8.) Alright now, its time for a touch of voodoo. SSH to your AppleTV. Your going to need its IP address and an SFTP client like Cyberduck. However, before we use the client, the Terminal will get us going. Open up Terminal and type in SSH frontrow@your.appletvs.IPaddress You will then be prompted for a password, again, type in frontrow at this point your in. Now to make a recovery.dmg file.
9.) From the terminal, copy this line: sudo dd if=/dev/disk0s2 of=recovery.dmg bs=1m
10.) With that done, open Cyberduck and create a connection to your AppleTV using the information we used in Step 8. Once connected, browse to the users/frontrow directory and drag the “Recovery.dmg” file to your desktop.
11.) Stay with me here, lets open up “Recovery.DMG” and find a file called “OS.DMG”. This file needs to be deleted, and the file you got from the internet needs to be put in its place. (may be necessary to rename the file to OS.DMG if it has some odd name like OS-DOT-DMG.dmg or something like that) with that complete, copy the modified Recovery.dmg to the /Users/Frontrow/Documents folder on the AppleTV via cyberduck and then head back to the AppleTV.

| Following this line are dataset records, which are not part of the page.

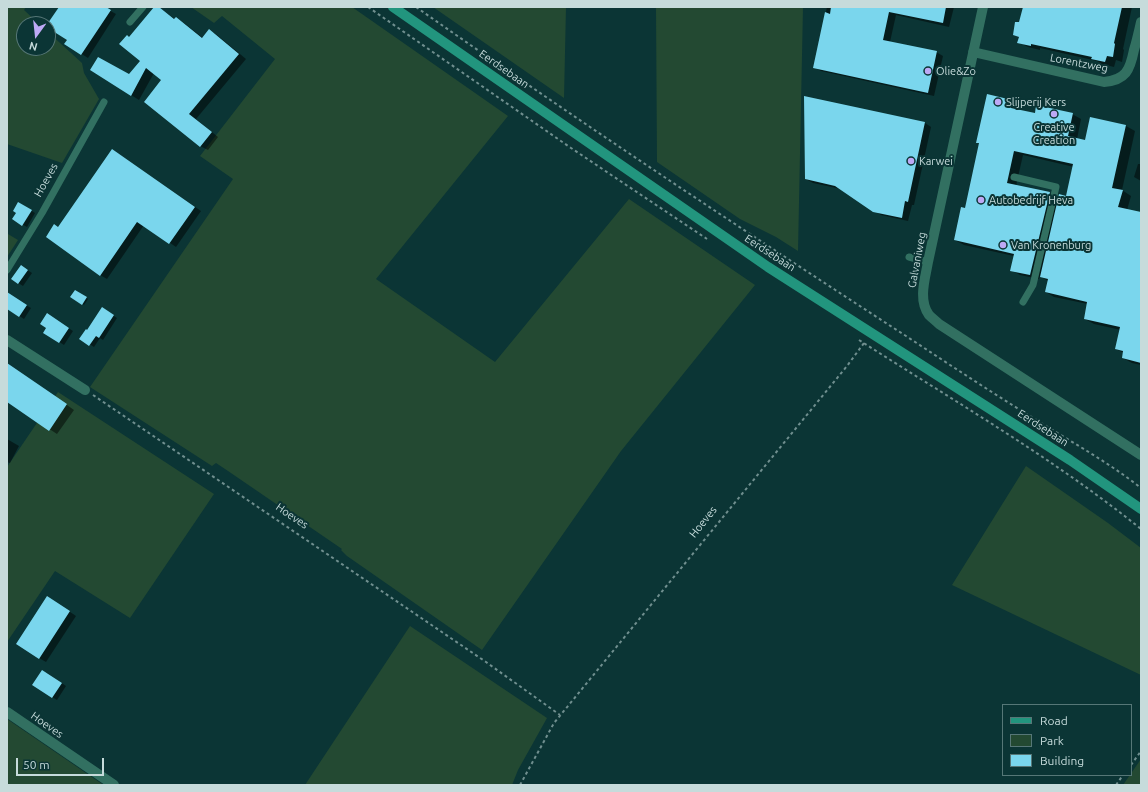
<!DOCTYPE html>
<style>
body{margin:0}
#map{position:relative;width:1148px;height:792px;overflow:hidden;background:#0b3535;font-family:Ubuntu,sans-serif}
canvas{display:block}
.frame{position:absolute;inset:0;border:8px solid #c6dbdb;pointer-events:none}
.legend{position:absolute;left:1002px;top:704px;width:130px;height:72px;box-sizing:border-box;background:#0b3535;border:1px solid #567777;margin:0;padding:5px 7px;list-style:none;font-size:12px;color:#c6dbdb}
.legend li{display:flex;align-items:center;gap:8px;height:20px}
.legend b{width:20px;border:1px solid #567777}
.north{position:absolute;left:16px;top:16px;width:40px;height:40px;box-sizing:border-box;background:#0b3535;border:1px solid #567777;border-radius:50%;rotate:195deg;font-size:11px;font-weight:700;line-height:16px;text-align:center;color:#c6dbdb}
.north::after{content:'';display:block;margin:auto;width:14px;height:18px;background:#bda9f5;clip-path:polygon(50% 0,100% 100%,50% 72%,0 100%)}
.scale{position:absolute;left:16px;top:758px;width:88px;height:18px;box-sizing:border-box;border:2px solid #c6dbdb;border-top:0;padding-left:5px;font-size:12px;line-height:14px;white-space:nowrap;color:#c6dbdb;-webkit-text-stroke:3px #0b3535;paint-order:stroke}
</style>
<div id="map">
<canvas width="1148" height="792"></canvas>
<div class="frame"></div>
<ul class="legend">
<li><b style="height:5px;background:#22957e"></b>Road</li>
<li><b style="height:11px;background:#234932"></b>Park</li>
<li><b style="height:11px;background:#7ad6ed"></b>Building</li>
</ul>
<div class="north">N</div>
<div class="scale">50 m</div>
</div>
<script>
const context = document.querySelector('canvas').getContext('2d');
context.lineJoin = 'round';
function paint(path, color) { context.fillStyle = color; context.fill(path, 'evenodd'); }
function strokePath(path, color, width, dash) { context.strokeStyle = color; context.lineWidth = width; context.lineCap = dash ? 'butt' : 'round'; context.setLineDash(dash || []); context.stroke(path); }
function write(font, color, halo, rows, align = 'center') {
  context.font = font + ' Ubuntu,sans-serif'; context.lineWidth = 4; context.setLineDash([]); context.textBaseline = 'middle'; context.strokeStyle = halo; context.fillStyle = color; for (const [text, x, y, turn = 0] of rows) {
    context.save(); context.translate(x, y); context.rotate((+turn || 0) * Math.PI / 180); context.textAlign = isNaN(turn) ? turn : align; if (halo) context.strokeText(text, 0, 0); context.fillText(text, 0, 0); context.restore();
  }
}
paint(new Path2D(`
 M 7,7 L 26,7 L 24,10 L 39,24 L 24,24 L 24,48 L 48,48 L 48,32 L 82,63 L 84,73 L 99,99 L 62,163 L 7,144 Z
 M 191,7 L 352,7 L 508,116 L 376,279 L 495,362 L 629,199 L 755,285 L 621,451 L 482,650 L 347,556 L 341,550 L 342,549 L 228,471 L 216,463 L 212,466 L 90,387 L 233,179 L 200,156 L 275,59 L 222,16 L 214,23 Z
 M 433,7 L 566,7 L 564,98 Z
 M 656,7 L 803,7 L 798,251 L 776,237 L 740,219 L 657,162 Z
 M 8,234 L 18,240 L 7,257 L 7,237 Z
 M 58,392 L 214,494 L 130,618 L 55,571 L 7,642 L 7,467 Z
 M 1026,466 L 1108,523 L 1141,548 L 1141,675 L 952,585 Z
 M 410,626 L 547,718 L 518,770 L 512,785 L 305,785 Z
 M 7,719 L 102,784 L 101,785 L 7,785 Z
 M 1141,759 L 1141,785 L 1123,785 Z`), '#234932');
paint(new Path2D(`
 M 60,7 L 108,7 L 107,9 L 116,14 L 88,58 L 66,44 L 68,40 L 48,27 L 48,25 Z
 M 155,7 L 158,7 L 175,19 L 176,18 L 184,23 L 203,38 L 209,30 L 217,35 L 246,59 L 196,119 L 218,137 L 208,150 L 200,146 L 163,80 L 154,73 L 139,100 L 91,70 L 129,75 L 142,60 L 129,38 Z
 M 827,7 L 954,7 L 949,27 L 896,15 L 890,42 L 936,52 L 943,56 L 934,96 L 821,71 L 814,67 Z
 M 1024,7 L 1132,7 L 1123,49 L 1124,50 L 1122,62 L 1116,60 L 1114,67 L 1102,64 L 1097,61 L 1040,48 L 1040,50 L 1028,47 L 1018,42 L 1020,38 L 1014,35 L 1020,24 Z
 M 1011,101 L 1020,106 L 1020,111 L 1035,114 L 1072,114 L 1081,119 L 1077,139 L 1086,141 L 1091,118 L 1126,126 L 1135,131 L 1122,190 L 1131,196 L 1127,210 L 1141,231 L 1141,365 L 1132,363 L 1123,358 L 1124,353 L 1116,349 L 1121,330 L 1094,324 L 1085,319 L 1088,304 L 1054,297 L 1046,292 L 1048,281 L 1040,276 L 1039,279 L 1020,275 L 1011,270 L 1014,256 L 964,245 L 955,240 L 966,209 L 980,144 L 977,142 ZM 1023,155 L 1074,167 L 1067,197 L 1059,199 L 1049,193 L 1016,186 Z
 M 925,123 L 931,127 L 914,205 L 912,205 L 908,221 L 881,215 L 841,189 L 813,183 L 806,179 Z
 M 119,154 L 201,211 L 176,247 L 144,225 L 107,279 L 100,275 L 59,228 Z
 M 1138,164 L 1141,164 L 1141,181 L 1134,177 Z
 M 19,203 L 35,213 L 27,227 L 13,219 L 17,212 Z
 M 26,269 L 32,273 L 23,286 L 12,279 Z
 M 76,291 L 88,299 L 84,305 L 72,297 Z
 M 10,296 L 31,308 L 24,319 L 7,308 L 7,301 Z
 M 106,311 L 117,318 L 103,340 L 100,338 L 94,347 L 80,338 Z
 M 51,317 L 73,331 L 64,345 L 44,332 Z
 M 7,368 L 17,370 L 74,410 L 57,434 L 7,401 Z
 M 7,439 L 19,446 L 10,463 L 7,462 Z
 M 54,601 L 76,616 L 46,662 L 39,658 Z
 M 47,673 L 66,686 L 57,700 L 52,697 Z`), '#0007');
paint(new Path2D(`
 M 59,7 L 106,7 L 111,10 L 81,55 L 64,44 L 67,40 L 48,28 L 48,23 Z
 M 154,7 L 159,7 L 174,19 L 176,17 L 202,38 L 209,29 L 239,54 L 189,114 L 212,132 L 200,147 L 144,102 L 161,80 L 146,68 L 131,96 L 90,70 L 98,57 L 129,74 L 140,61 L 119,44 L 127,35 L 129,37 Z
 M 831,7 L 946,7 L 943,23 L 889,12 L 883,40 L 937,51 L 928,93 L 813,68 L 825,12 L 830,14 Z
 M 1023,7 L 1122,7 L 1114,43 L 1115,44 L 1113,57 L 1107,56 L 1105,62 L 1091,59 L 1092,57 L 1031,44 L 1031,46 L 1017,43 L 1019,37 L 1013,35 L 1015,22 L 1019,22 Z
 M 987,94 L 1012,100 L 1011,108 L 1035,113 L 1036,105 L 1073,113 L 1068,136 L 1085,140 L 1090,117 L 1126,125 L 1112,188 L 1123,190 L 1118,207 L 1141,212 L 1141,363 L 1122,358 L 1123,351 L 1115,349 L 1120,327 L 1084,319 L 1087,302 L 1045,292 L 1048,279 L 1040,277 L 1059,194 L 1066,196 L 1073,164 L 1014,151 L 1007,183 L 1050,192 L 1030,275 L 1010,271 L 1014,254 L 954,240 L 961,207 L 965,208 L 979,143 L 976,143 Z
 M 804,96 L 925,122 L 908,202 L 905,201 L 902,218 L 873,212 L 835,186 L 805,179 Z
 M 112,149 L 195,207 L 169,244 L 137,222 L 100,276 L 46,237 L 54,224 L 58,227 Z
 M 18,202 L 32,210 L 22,226 L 12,219 L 16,213 L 13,211 Z
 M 21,265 L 28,270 L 18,284 L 11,279 Z
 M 75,290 L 87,297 L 82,305 L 70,297 Z
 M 7,292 L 27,305 L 19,317 L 7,309 Z
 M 102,307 L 114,315 L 99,338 L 96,336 L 89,346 L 79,339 L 86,329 L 87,330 Z
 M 47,313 L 69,328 L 59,343 L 43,333 L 46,328 L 40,324 Z
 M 7,363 L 67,404 L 49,431 L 7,402 Z
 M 47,596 L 70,611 L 39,659 L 16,644 Z
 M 42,670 L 62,683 L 52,698 L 32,685 Z`), '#7ad6ed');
strokePath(new Path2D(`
 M 368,7 L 571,148 L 707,239
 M 416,7 C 577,120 741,229 906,336 C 950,365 994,394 1038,421 C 1073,443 1108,462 1141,488
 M 859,340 C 954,401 1053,458 1141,529
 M 93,395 L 486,662 L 560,715
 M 1131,765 L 1141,751
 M 520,785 L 554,723 L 847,366 L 864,343
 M 1116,785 L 1123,775`), '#708f8f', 2, [3, 3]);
strokePath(new Path2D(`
 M 130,22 L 143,7
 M 1014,177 L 1056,187 L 1033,285 L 1023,302
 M 909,257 L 928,262
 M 7,270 L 42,213 L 104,102`), '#327061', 7);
strokePath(new Path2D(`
 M 983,7 L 928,262 C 925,279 918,300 929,315 C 932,318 936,321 939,324 L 1141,455
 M 973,52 L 1104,82 C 1126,80 1130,70 1134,50 C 1137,40 1139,31 1141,22
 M 7,340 L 85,390
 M 7,712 L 114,785`), '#327061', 10);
strokePath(new Path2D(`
 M 393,7 L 768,267 L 1070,460 L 1141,509`), '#22957e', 10);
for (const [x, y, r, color] of [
 [928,71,4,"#bda9f5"],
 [998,102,4,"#bda9f5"],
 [1054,114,4,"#bda9f5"],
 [911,161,4,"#bda9f5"],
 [981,200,4,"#bda9f5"],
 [1003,245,4,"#bda9f5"]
]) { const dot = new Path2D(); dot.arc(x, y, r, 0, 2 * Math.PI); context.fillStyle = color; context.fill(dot); strokePath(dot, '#0b3535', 1.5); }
write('11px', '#c6dbdb', '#0b3535', [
 ["Lorentzweg",1079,63,11],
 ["Eerdsebaan",504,69,35],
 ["Hoeves",46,180,-61],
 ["Eerdsebaan",770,253,33],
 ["Galvaniweg",917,260,-79],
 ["Eerdsebaan",1043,428,33],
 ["Hoeves",292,516,34],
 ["Hoeves",703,522,-51],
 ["Hoeves",47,725,35]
]);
write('11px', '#c6dbdb', '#0b3535', [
 ["Olie&Zo",936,71],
 ["Slijperij Kers",1006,102],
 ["Creative",1054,127,"center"],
 ["Creation",1054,140,"center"],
 ["Karwei",919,161],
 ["Autobedrijf Heva",989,200],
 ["Van Kronenburg",1011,245]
], 'left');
</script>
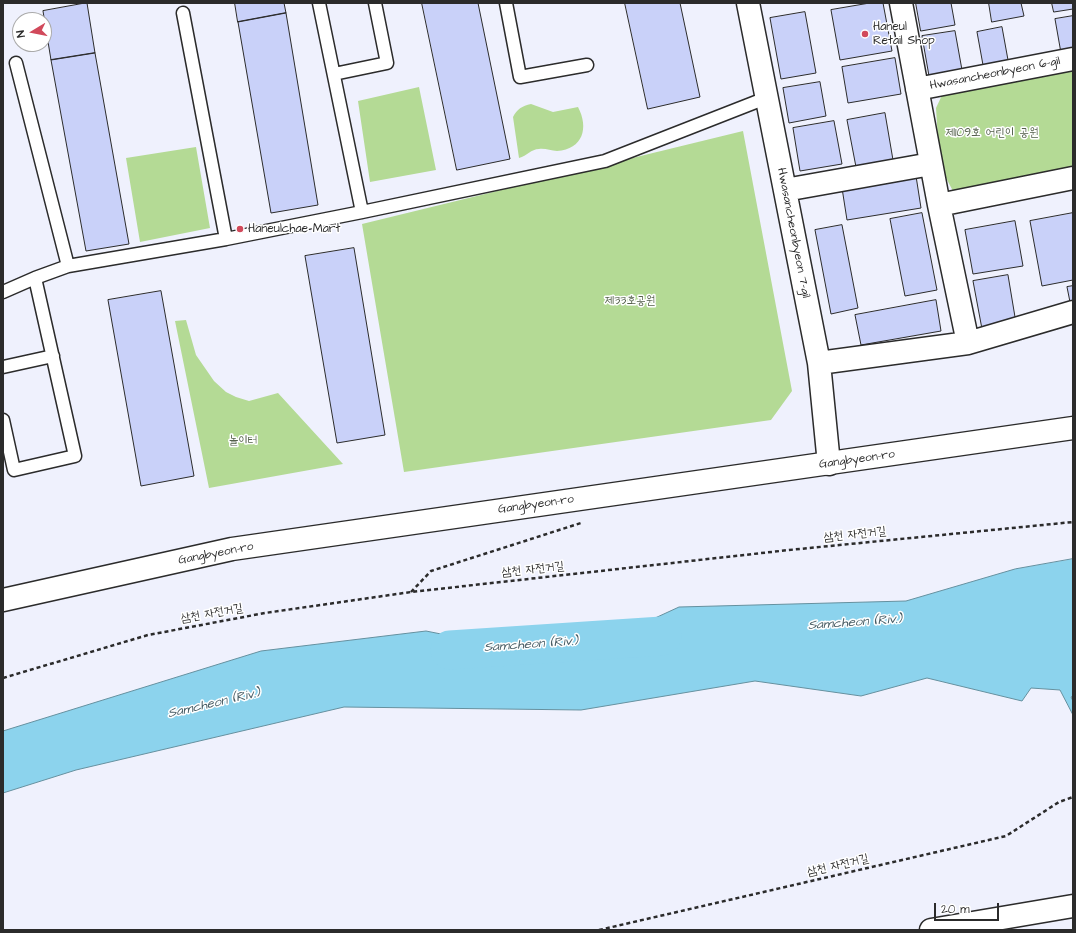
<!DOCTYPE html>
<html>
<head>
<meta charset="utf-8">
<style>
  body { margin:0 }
  #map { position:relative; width:1076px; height:933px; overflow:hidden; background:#eff1fd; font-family:"Architects Daughter",sans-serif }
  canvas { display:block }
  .frame { position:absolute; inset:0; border:4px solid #2b2b2b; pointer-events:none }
  .north { position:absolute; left:12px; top:12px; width:40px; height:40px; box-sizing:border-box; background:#fff; border:1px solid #aaa; border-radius:50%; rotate:260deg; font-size:11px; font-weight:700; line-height:16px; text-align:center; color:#2b2b2b }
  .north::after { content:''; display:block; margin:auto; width:14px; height:18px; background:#d1495b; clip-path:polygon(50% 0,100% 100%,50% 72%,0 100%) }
  .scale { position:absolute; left:934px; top:903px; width:65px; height:18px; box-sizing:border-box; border:2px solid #2b2b2b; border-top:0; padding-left:5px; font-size:12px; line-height:14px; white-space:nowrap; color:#2b2b2b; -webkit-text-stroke:3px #fff; paint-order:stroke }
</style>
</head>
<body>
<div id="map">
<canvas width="1076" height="933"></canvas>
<div class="frame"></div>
<div class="north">N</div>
<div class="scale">20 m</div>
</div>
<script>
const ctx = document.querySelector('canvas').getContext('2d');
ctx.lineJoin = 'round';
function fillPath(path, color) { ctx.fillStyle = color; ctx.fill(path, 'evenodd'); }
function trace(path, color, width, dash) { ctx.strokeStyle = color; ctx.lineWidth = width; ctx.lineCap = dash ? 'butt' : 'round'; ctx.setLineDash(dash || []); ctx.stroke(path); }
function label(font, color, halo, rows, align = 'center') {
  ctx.font = font + ' "Architects Daughter","Poor Story",sans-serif'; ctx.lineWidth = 3; ctx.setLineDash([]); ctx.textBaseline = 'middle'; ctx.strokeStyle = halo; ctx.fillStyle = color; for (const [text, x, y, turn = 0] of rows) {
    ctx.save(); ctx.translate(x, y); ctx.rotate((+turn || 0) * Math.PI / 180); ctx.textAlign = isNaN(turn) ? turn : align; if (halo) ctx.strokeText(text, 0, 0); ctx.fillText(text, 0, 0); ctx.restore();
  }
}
fillPath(new Path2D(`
  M1073 66V169L954 193 944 174 938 140 936 108 944 91Z
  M419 87 436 170 370 182 358 101Z
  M531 104 553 112 578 107C589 128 583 149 557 151 551 151 545 148 539 149 531 149 527 156 519 158L513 117C517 109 522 106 531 104Z
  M743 131 792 391 771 420 404 472 362 224Z
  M196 147 210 228 140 242 126 158Z
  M186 320 196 355 214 381 226 392 236 397 249 401 278 393 343 464 209 488 175 321Z`), '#b4da95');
const water = new Path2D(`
  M1073 559V696L1071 697 1073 701V715L1060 690 1031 688 1022 701 927 678 861 696 755 681 581 710 344 707 76 770 3 793V731L261 651 426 631 566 659 679 607 906 601 1015 569Z`);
fillPath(water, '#8cd3ed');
trace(water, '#65909f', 1);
trace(new Path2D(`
  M450 650 662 636`), '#8cd3ed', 39);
const building = new Path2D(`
  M87 3 95 53 51 60 43 11Z
  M235 3H284L286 13 238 22Z
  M422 3H478L510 159 457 170Z
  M625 3H680L700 97 648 109Z
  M870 3H883L892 51 840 60 831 10Z
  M916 3H951L955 25 921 31Z
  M989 3H1021L1024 16 992 22Z
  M1052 3H1073V9L1054 12Z
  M805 12 816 73 781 79 770 18Z
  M286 13 318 205 271 213 238 22Z
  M1073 16V51L1061 53 1055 19Z
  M1002 27 1008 60 983 65 977 32Z
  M955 31 962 70 929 76 922 36Z
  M95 53 129 244 86 251 51 60Z
  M895 58 901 94 848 103 842 67Z
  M820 82 826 116 789 123 783 88Z
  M885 113 893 160 856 167 847 120Z
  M834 121 842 164 800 171 793 128Z
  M916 176 921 208 847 220 842 188Z
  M922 213 937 290 905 296 890 219Z
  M1073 213V280L1042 286 1030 221Z
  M1015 221 1023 266 973 274 965 230Z
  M842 225 858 308 831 314 815 230Z
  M354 248 385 435 337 443 305 256Z
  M1008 275 1016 323 982 329 973 281Z
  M1073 286V301L1070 302 1067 287Z
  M161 291 194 476 141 486 108 300Z
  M936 300 941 331 861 345 855 315Z`);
fillPath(building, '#c9d1f9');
trace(building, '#2b2b2b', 1);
const lane = new Path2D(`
  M319 3 362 212
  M506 3 520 77 587 65
  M183 13 226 239
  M16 63 68 266
  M334 74 387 63 375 3
  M3 292 35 278 68 266 226 239 362 212 605 161 766 98
  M3 367 53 356
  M3 420 14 470 75 456 35 278`);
const street = new Path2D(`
  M748 3 819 363 829 464
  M901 3 939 205 968 343
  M917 89 1073 59
  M785 190 931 164
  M939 205 1073 178
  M819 363 968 343 1073 312`);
const secondary = new Path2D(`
  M3 600 232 549 1073 428
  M931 930 1073 906`);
trace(lane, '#2b2b2b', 15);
trace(street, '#2b2b2b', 25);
trace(secondary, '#2b2b2b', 25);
trace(new Path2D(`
  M411 592 431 571 581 523
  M3 678 148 635 265 613 411 592 789 550 1073 522
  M599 930 1006 836 1059 802 1073 797`), '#2b2b2b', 2.5, [4, 3]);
trace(lane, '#fff', 12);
trace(street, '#fff', 22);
trace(secondary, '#fff', 22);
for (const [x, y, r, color] of [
  [865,34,4,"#d1495b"],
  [240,229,4,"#d1495b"]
]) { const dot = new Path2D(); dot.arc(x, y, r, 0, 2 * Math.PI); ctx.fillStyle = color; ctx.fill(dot); trace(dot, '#fff', 1.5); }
label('12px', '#2b2b2b', '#fff', [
  ["Haneul",873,27],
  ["Retail Shop",873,41],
  ["Haneulchae Mart",248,229]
], 'left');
label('12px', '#2b2b2b', '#fff', [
  ["Hwasancheonbyeon 6-gil",995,74,-11],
  ["Hwasancheonbyeon 7-gil",793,233,79],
  ["Gangbyeon-ro",857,460,-8],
  ["Gangbyeon-ro",536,505,-8],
  ["삼천 자전거길",855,535,-6],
  ["Gangbyeon-ro",216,554,-11],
  ["삼천 자전거길",533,570,-6],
  ["삼천 자전거길",212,614,-10],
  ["삼천 자전거길",838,866,-13]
]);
label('12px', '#54604b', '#fff', [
  ["제109호 어린이 공원",992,133],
  ["제33호공원",630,301],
  ["놀이터",243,441]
]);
label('italic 13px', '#485d65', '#fff', [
  ["Samcheon (Riv.)",855,623,-4],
  ["Samcheon (Riv.)",531,645,-4],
  ["Samcheon (Riv.)",214,704,-13]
]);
</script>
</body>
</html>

12.) From the AppleTV, browse over to NitoTV and then down to Settings. From there you want to find and run the “Smart Installer”. This will take a while, don’t fret. Once this is done, it may say “Failed… Partial install”, but disregard. Go ahead and reboot the AppleTV.
13.) At this point you are good to Share the folders you want your AppleTV to be able to access on your remote Mac and the got to NitoTV -> Network and setup access to them.
Now thats it, your AppleTV is streaming content from any of the popular containers without the need to run a cumbersome and poorly executed program like Boxee to do so.